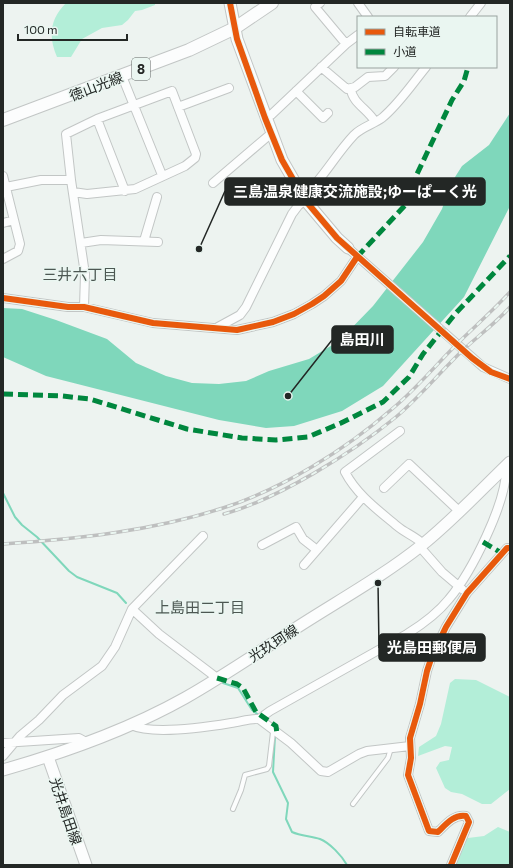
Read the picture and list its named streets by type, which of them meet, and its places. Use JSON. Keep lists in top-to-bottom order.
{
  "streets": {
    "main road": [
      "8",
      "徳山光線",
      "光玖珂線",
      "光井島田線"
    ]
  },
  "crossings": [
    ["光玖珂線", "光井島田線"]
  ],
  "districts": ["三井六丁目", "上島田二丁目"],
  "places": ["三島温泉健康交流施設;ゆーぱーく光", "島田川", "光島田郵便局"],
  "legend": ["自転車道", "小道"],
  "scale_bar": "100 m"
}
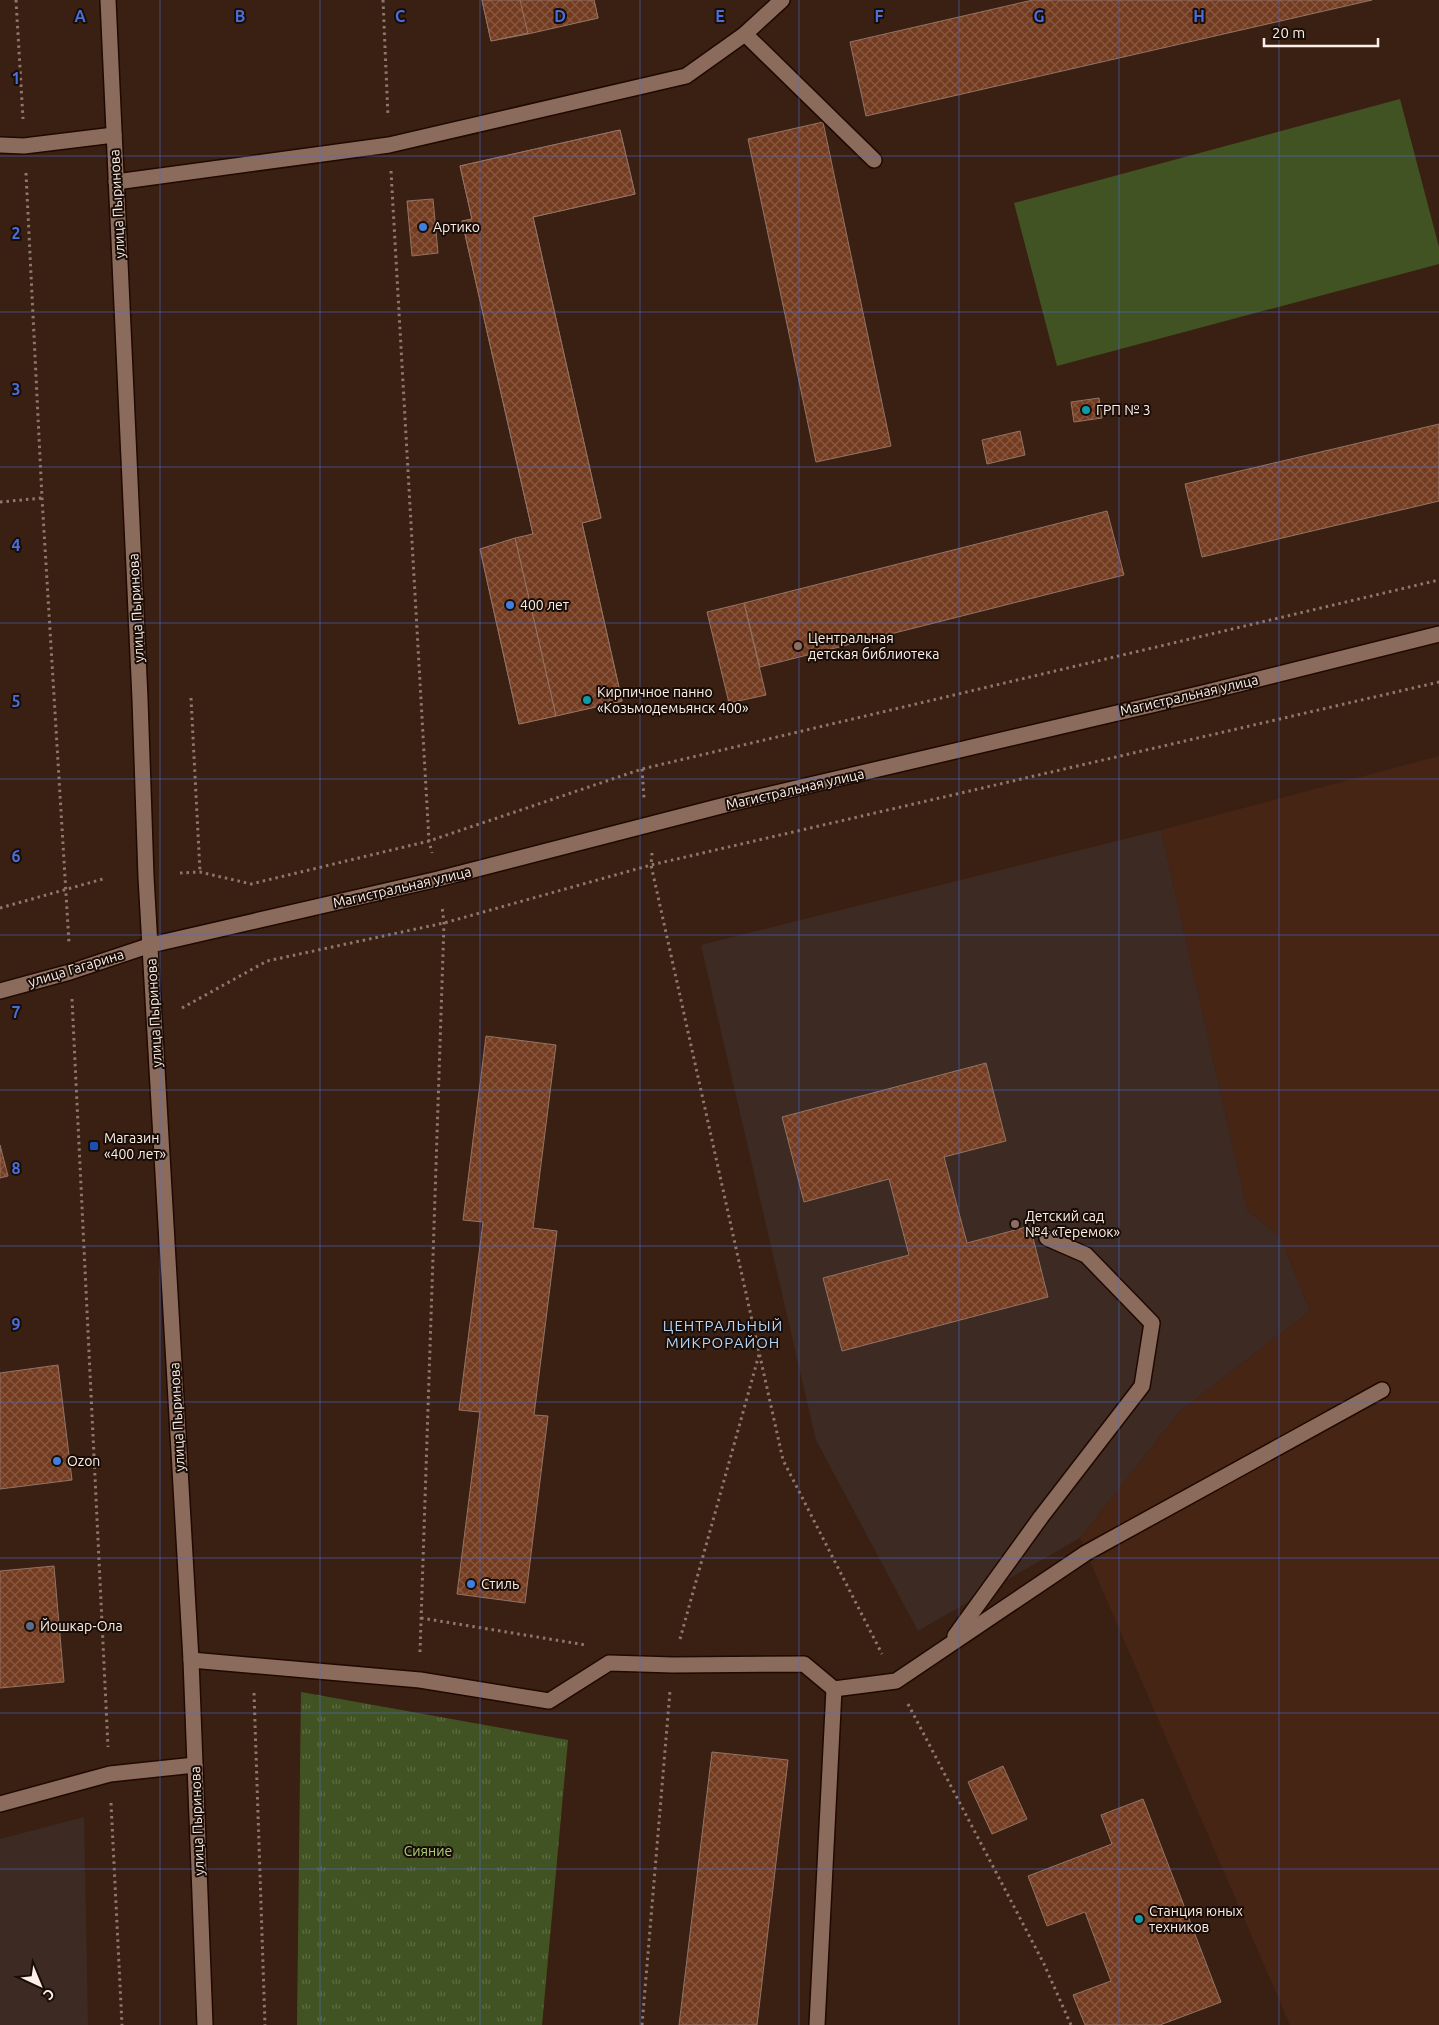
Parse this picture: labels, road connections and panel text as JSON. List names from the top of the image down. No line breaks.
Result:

---

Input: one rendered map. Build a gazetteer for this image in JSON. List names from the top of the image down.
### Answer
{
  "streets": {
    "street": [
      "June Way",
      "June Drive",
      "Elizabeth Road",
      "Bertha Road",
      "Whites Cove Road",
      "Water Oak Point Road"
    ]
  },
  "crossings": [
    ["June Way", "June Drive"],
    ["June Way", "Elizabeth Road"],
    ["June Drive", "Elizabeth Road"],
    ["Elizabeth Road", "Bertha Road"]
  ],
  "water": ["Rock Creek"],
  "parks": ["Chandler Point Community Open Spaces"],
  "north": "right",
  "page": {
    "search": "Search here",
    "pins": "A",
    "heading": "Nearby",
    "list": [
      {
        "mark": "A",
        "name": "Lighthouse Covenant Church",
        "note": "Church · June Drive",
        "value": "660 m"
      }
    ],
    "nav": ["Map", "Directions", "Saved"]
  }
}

# Exercise:
Look for the word "down" in the listing above, and copy every line where you find it.

# Answer:
Parse this picture: labels, road connections and panel text as JSON. List names from the top of the image down. No line breaks.
Input: one rendered map. Build a gazetteer for this image in JSON. List names from the top of the image down.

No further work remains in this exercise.